The design was completely randomized, with four treatments and six replicates. In order to perform the analysis of performance in the different periods of time, a completely randomized design was used, with repeated observations, four treatments (supplementation level) and six observation periods. Data were submitted to variance and regression analyses at the 5% probability level. Statistical data processing was done using the SAS (1999) statistical program.


Results and Discussion

Increase in grass content occurred as follows: in the beginning of the experiment (5/28/2007) there were 1,102.89 kg/ha of dry matter (DM), which increased to 1,417.95 kg/ha in the middle (7/9/2007), and reached 1,494.81 kg/ha at the final stage of the experiment. As for the dicotyledons, its content increased from (1,759.4) at the beginning of the experiment to the intermediate stage (1,929.9) followed by increased reduction (236.7) at the end of the experimental period (Table 1).

The total availability of DM clearly indicates that dicotyledons increased from the beginning (5/28/2007) to the middle (7/9/2007) of the experiment and decreased at the final stage (8/6/2007) of the experiment. This increase in DM content that occurred from the beginning to the middle of the experimental period may be associated to rainfall, which was 71 mm in the month of May, 0.0 (zero) mm in June and only 10 mm in July. According to Araújo Filho et al. (2002), this fact may induce or cause physiological maturation in plants to occur earlier than expected, and, consequently, increase DM concentration.

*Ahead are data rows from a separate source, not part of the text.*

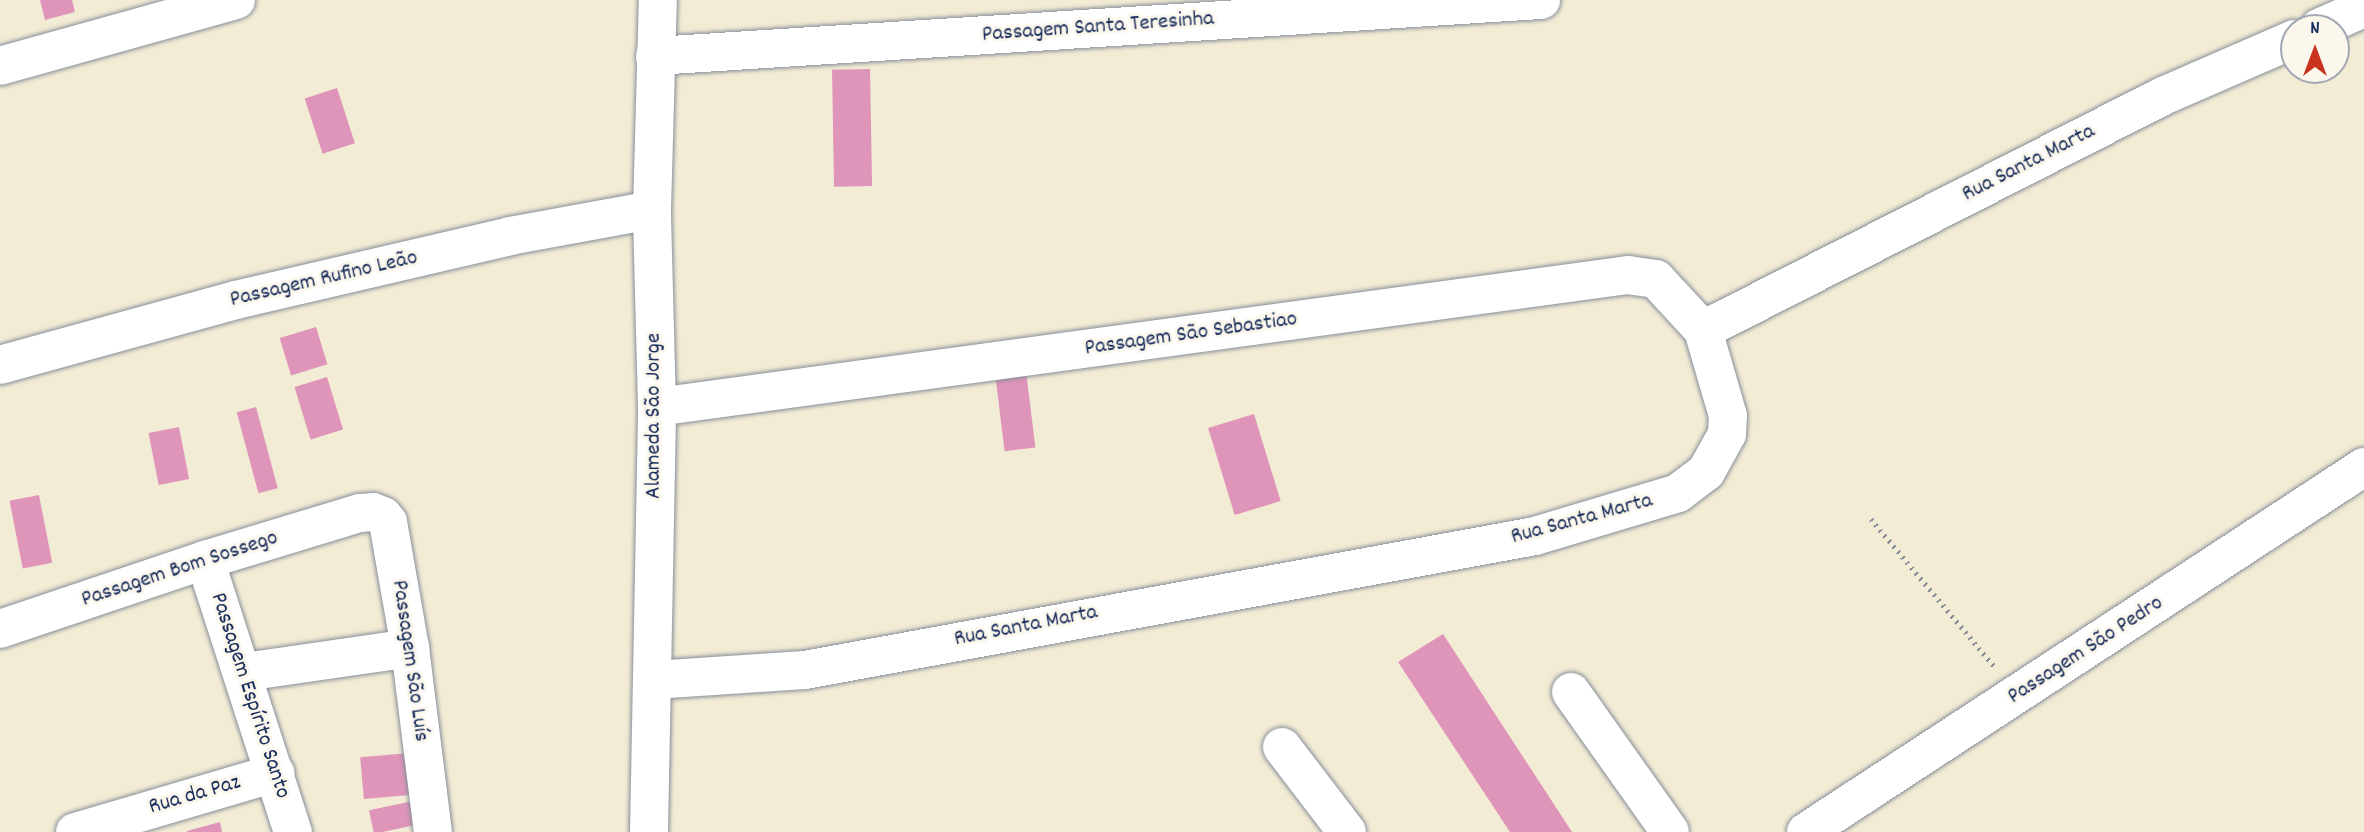 <!DOCTYPE html>
<html>
<head>
<meta charset="utf-8">
<style>
	body { margin:0 }
	#map { position:relative; width:2364px; height:832px; overflow:hidden; background:#f3ecd5; font-family:Dekko,sans-serif }
	div>[style] { position:absolute }
	.building>* { inset:0; background:#df94b9; transform-origin:0 0 }
	.path>* { height:4.5px; margin-top:-2.25px; transform-origin:0; background:repeating-linear-gradient(90deg,#878e9a 0 2px,transparent 0 7px) }
	.roads { filter:drop-shadow(0 0 2px #878e9a) drop-shadow(0 0 2px #878e9a) }
	.minor>* { height:38px; margin:-19px; padding:0 19px; transform-origin:19px; border-radius:19px; background:#fff }
	.tertiary>* { height:38px; margin:-19px; padding:0 19px; transform-origin:19px; border-radius:19px; background:#fff }
	span { translate:-50% -50%; white-space:nowrap; text-align:center; line-height:1.15; -webkit-text-stroke:6px #fbf7ec; paint-order:stroke }
	.street-label { font-size:23px; color:#1b2f5e }
	.north { position:absolute; left:2280px; top:14px; width:70px; height:70px; box-sizing:border-box; background:#fbf7ec; border:2px solid #a1a7b3; border-radius:50%; rotate:0deg; font-size:19px; font-weight:700; line-height:28px; text-align:center; color:#1b2f5e }
	.north::after { content:''; display:block; margin:auto; width:24px; height:32px; background:#c8321e; clip-path:polygon(50% 0,100% 100%,50% 72%,0 100%) }
</style>
</head>
<body>
<div id="map">
	<div class="building">
		<i style="clip-path:polygon(40px 0,72px 0,75px 12px,45px 20px)"></i>
		<i style="left:870px;top:69px;width:117px;height:38px;rotate:89deg"></i>
		<i style="left:337px;top:88px;width:58px;height:34px;rotate:72deg"></i>
		<i style="left:316px;top:327px;width:39px;height:38px;rotate:73deg"></i>
		<i style="left:1026px;top:371px;width:77px;height:31px;rotate:83deg"></i>
		<i style="left:327px;top:377px;width:55px;height:34px;rotate:73deg"></i>
		<i style="left:256px;top:407px;width:84px;height:20px;rotate:75deg"></i>
		<i style="left:1254px;top:414px;width:91px;height:48px;rotate:73deg"></i>
		<i style="left:179px;top:427px;width:53px;height:31px;rotate:79deg"></i>
		<i style="left:39px;top:495px;width:69px;height:30px;rotate:79deg"></i>
		<i style="clip-path:polygon(1443px 634px,1572px 832px,1510px 832px,1398px 662px)"></i>
		<i style="left:409px;top:753px;width:42px;height:49px;rotate:85deg"></i>
		<i style="left:413px;top:801px;width:24px;height:45px;rotate:78deg"></i>
		<i style="clip-path:polygon(220px 822px,222px 832px,187px 832px,187px 831px)"></i>
	</div>
	<div class="path">
		<i style="left:1871px;top:519px;width:192px;rotate:50.1deg"></i>
	</div>
	<div class="roads">
		<div class="minor">
			<i style="left:2319px;top:28px;width:49px;rotate:-24deg"></i>
			<i style="left:655px;top:56px;width:888px;rotate:-3.62deg"></i>
			<i style="left:0;top:66px;width:245px;rotate:-15.6deg"></i>
			<i style="left:1703px;top:330px;width:516px;rotate:-26.96deg"></i>
			<i style="left:2163px;top:96px;width:143px;rotate:-23.5deg"></i>
			<i style="left:205px;top:560px;width:286px;rotate:72.1deg"></i>
			<i style="left:0;top:629px;width:216px;rotate:-18.6deg"></i>
			<i style="left:205px;top:560px;width:162px;rotate:-16.9deg"></i>
			<i style="left:360px;top:513px;width:13px;rotate:-4deg"></i>
			<i style="left:373px;top:512px;width:11px;rotate:22deg"></i>
			<i style="left:383px;top:516px;width:8px;rotate:50deg"></i>
			<i style="left:388px;top:522px;width:128px;rotate:80.1deg"></i>
			<i style="left:410px;top:648px;width:185px;rotate:82.9deg"></i>
			<i style="left:244px;top:672px;width:168px;rotate:-8.2deg"></i>
			<i style="left:653px;top:680px;width:152px;rotate:-3.8deg"></i>
			<i style="left:805px;top:670px;width:742px;rotate:-10.4deg"></i>
			<i style="left:1535px;top:536px;width:149px;rotate:-16.7deg"></i>
			<i style="left:1678px;top:493px;width:35px;rotate:-37deg"></i>
			<i style="left:1706px;top:472px;width:43px;rotate:-61.1deg"></i>
			<i style="left:1727px;top:434px;width:18px;rotate:-87deg"></i>
			<i style="left:1728px;top:416px;width:90px;rotate:-106.2deg"></i>
			<i style="left:1703px;top:330px;width:69px;rotate:-132.7deg"></i>
			<i style="left:1656px;top:279px;width:28px;rotate:-172deg"></i>
			<i style="left:1628px;top:275px;width:980px;rotate:172.26deg"></i>
			<i style="left:1571px;top:692px;width:171px;rotate:54.7deg"></i>
			<i style="left:1282px;top:747px;width:107px;rotate:52.6deg"></i>
			<i style="left:75px;top:832px;width:209px;rotate:-16.4deg"></i>
		</div>
		<div class="tertiary">
			<i style="left:0;top:365px;width:245px;rotate:-15.4deg"></i>
			<i style="left:236px;top:300px;width:281px;rotate:-13.1deg"></i>
			<i style="left:510px;top:236px;width:144px;rotate:-10.4deg"></i>
			<i style="left:649px;top:832px;width:425px;rotate:-88.9deg"></i>
			<i style="left:657px;top:407px;width:197px;rotate:-91.5deg"></i>
			<i style="left:652px;top:210px;width:210px;rotate:-88.4deg"></i>
			<i style="left:1806px;top:832px;width:667px;rotate:-33.19deg"></i>
		</div>
	</div>
	<div class="street-label">
		<span style="left:1098px;top:28px;rotate:-4deg">Passagem Santa Teresinha</span>
		<span style="left:2029px;top:164px;rotate:-27deg">Rua Santa Marta</span>
		<span style="left:324px;top:280px;rotate:-13deg">Passagem Rufino Leão</span>
		<span style="left:1191px;top:335px;rotate:-8deg">Passagem São Sebastiao</span>
		<span style="left:655px;top:416px;rotate:-90deg">Alameda São Jorge</span>
		<span style="left:1582px;top:520px;rotate:-15deg">Rua Santa Marta</span>
		<span style="left:180px;top:570px;rotate:-18deg">Passagem Bom Sossego</span>
		<span style="left:1026px;top:627px;rotate:-11deg">Rua Santa Marta</span>
		<span style="left:2086px;top:651px;rotate:-33deg">Passagem São Pedro</span>
		<span style="left:409px;top:661px;rotate:82deg">Passagem São Luís</span>
		<span style="left:249px;top:696px;rotate:72deg">Passagem Espírito Santo</span>
		<span style="left:195px;top:796px;rotate:-16deg">Rua da Paz</span>
	</div>
	<div class="north">N</div>
</div>
</body>
</html>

The percentage of grasses increased throughout the experiment, with values of 38.53, 42.35 and 88.60% respectively in the beginning, middle and end of the experiment, whereas the opposite occurred with the dicotyledons, that is, their percentage was 61.47% in the beginning of the experiment, decreased to 57.65% in the middle of the experiment, and was merely 11.40% in the end. These results may indicate that goats grazed more on herbaceous dicotyledons than grasses. This was observed by Pereira Filho et al. (2007) in their study of the effect of alternating grazing with sheep and goats on the availability of phytomass of herbaceous stratum of low density caatinga vegetation, and the authors concluded that goat grazing increased the availability and participation of grass DM and reduced the herbaceous dicotyledonous content, and the opposite occurred with the paddocks occupied by the sheep.

One aspect that deserves consideration concerns the total availability of DM, which, even at the end of the experiment reached 1,731.57 kg/ha, reflecting the rainfall rates, the intense sunlight and the high temperatures during the rainy season, and these together maximized the growth of forage plants, increasing their availability and quality (Leão et al., 2005). Thus, Graham et al. (1993), in their research with sheep, affirm that when the availability of DM is more than three times greater than the amount needed by the animals and the digestibility of this dry matter is greater than 55%, grazing can be effective and the animals can achieve high levels of performance.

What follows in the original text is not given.